What is an Option Gain Calculator?
An option gain calculator is a straightforward tool that helps options traders quickly determine the profit or loss on a trade by comparing the entry premium (the price paid or received when opening the position) with the exit premium (the price when closing it). Because each standard options contract represents 100 shares of the underlying stock, even a small change in premium can translate into a significant dollar gain or loss. Our free option gain calculator handles the math instantly — just enter your trade details and see total gain/loss, ROI, and break-even price in real time.
Why Use Our Option Gain Calculator?
Instant P&L Calculation
See your total dollar gain or loss the moment you enter your entry and exit premiums. No waiting, no page reloads — results update in real time as you type.
Return on Investment (ROI)
Understand how efficiently your capital is working. The calculator shows your percentage return so you can compare the profitability of different trades at a glance.
Break-Even Price
Know exactly what stock price the underlying must reach at expiration for your trade to break even. This helps you set realistic profit targets and stop-loss levels.
Calls, Puts, Longs & Shorts
Whether you are buying calls, selling puts, or any combination, the calculator handles all four option position types with accurate gain/loss math.
How to Use This Option Gain Calculator
- 1
Select Option Type & Action
Choose whether you traded a Call or Put, and whether you Bought (Long) or Sold (Short) the contract.
- 2
Enter Strike Price
Input the strike price of the option contract. This is used to calculate the break-even stock price at expiration.
- 3
Enter Entry & Exit Premiums
Provide the per-share premium at which you opened and closed the position. The calculator multiplies by 100 shares per contract automatically.
- 4
Review Your Results
Instantly see total gain/loss, gain per contract, ROI percentage, and break-even stock price. Use these numbers to evaluate your trade performance.

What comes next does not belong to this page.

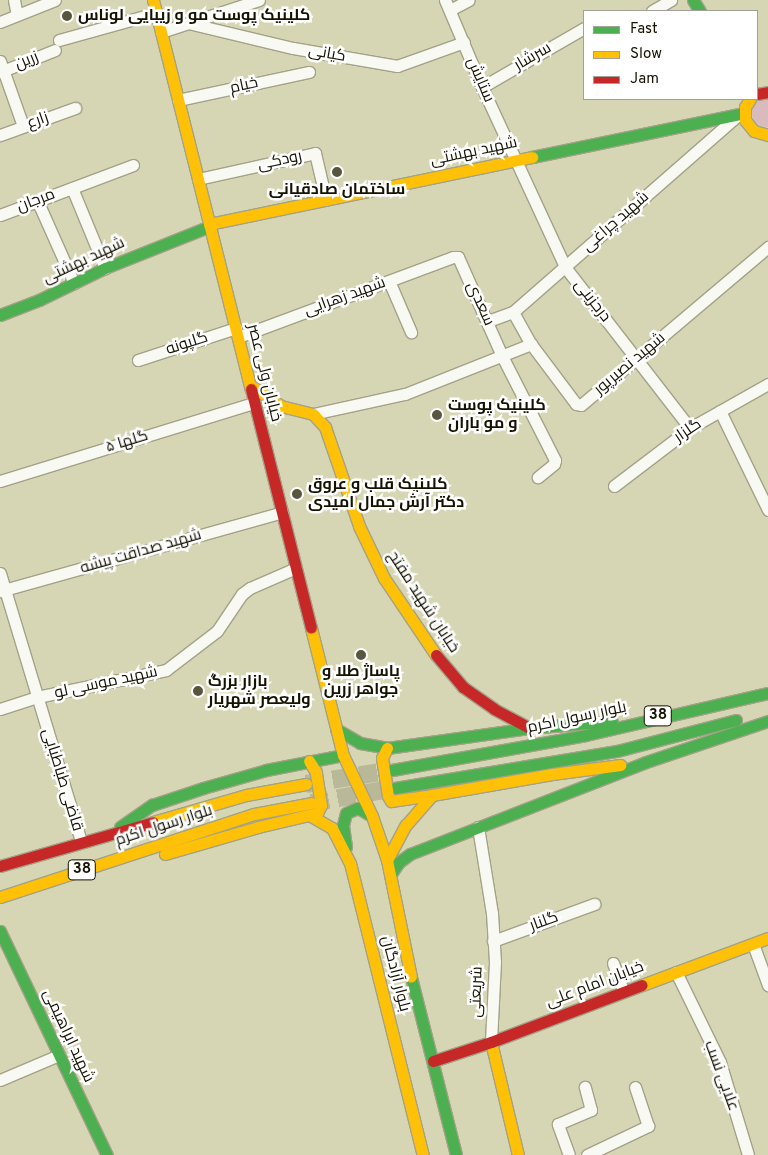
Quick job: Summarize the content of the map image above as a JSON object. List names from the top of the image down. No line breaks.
{"streets":{"main road":["شهید بهشتی","خیابان ولی عصر","خیابان شهید مفتح","38","بلوار رسول اکرم","بلوار آزادگان","خیابان امام علی","شریعتی","شهید ابراهیمی"],"street":["کیانی","سرشار","زرین","ستایش","خیام","زارع","رودکی","مرجان","شهید چراغی","شهید زهرایی","درجزینی","سعدی","گلپونه","شهید نصیرپور","گلزار","گلها ۵","شهید صداقت پیشه","شهید موسی لو","قاضی طباطبایی","گلنار","علایی نسب"]},"crossings":[["کیانی","ستایش"],["سرشار","ستایش"],["زرین","خیابان ولی عصر"],["ستایش","شهید بهشتی"],["ستایش","درجزینی"],["خیام","خیابان ولی عصر"],["شهید بهشتی","رودکی"],["شهید بهشتی","شهید چراغی"],["شهید بهشتی","درجزینی"],["شهید بهشتی","خیابان ولی عصر"],["رودکی","خیابان ولی عصر"],["شهید چراغی","درجزینی"],["شهید چراغی","سعدی"],["شهید چراغی","شهید نصیرپور"],["شهید زهرایی","سعدی"],["شهید زهرایی","گلپونه"],["شهید زهرایی","خیابان ولی عصر"],["درجزینی","شهید نصیرپور"],["درجزینی","گلزار"],["گلپونه","خیابان ولی عصر"],["خیابان ولی عصر","گلها ۵"],["خیابان ولی عصر","شهید صداقت پیشه"],["خیابان ولی عصر","شهید موسی لو"],["خیابان ولی عصر","بلوار آزادگان"],["شهید صداقت پیشه","قاضی طباطبایی"],["شهید موسی لو","قاضی طباطبایی"],["بلوار رسول اکرم","قاضی طباطبایی"],["گلنار","شریعتی"],["بلوار آزادگان","خیابان امام علی"],["خیابان امام علی","شریعتی"],["خیابان امام علی","علایی نسب"]],"places":["کلینیک پوست مو و زیبایی لوناس","ساختمان صادقیانی","کلینیک پوست و مو باران","کلینیک قلب و عروق دکتر آرش جمال امیدی","پاساژ طلا و جواهر زرین","بازار بزرگ ولیعصر شهریار"],"legend":["Fast","Slow","Jam"]}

Understanding Option Gains and Losses
Options provide leveraged exposure to stock price movements. When you buy a call option, you profit when the underlying stock rises above the strike price plus the premium paid. Conversely, buying a put option profits when the stock falls below the strike price minus the premium. The leverage inherent in options means that a relatively small move in the underlying stock can produce outsized percentage returns — or losses — compared to holding the stock directly. This is why calculating your potential gain or loss before entering a trade is essential for sound risk management.
For sellers (writers) of options, the gain is limited to the premium received, while the potential loss can be substantial. A short call has theoretically unlimited loss if the stock rises sharply, while a short put's maximum loss occurs if the stock falls to zero. Our calculator accounts for both long and short positions, giving you a clear picture of your trade economics regardless of which side you are on.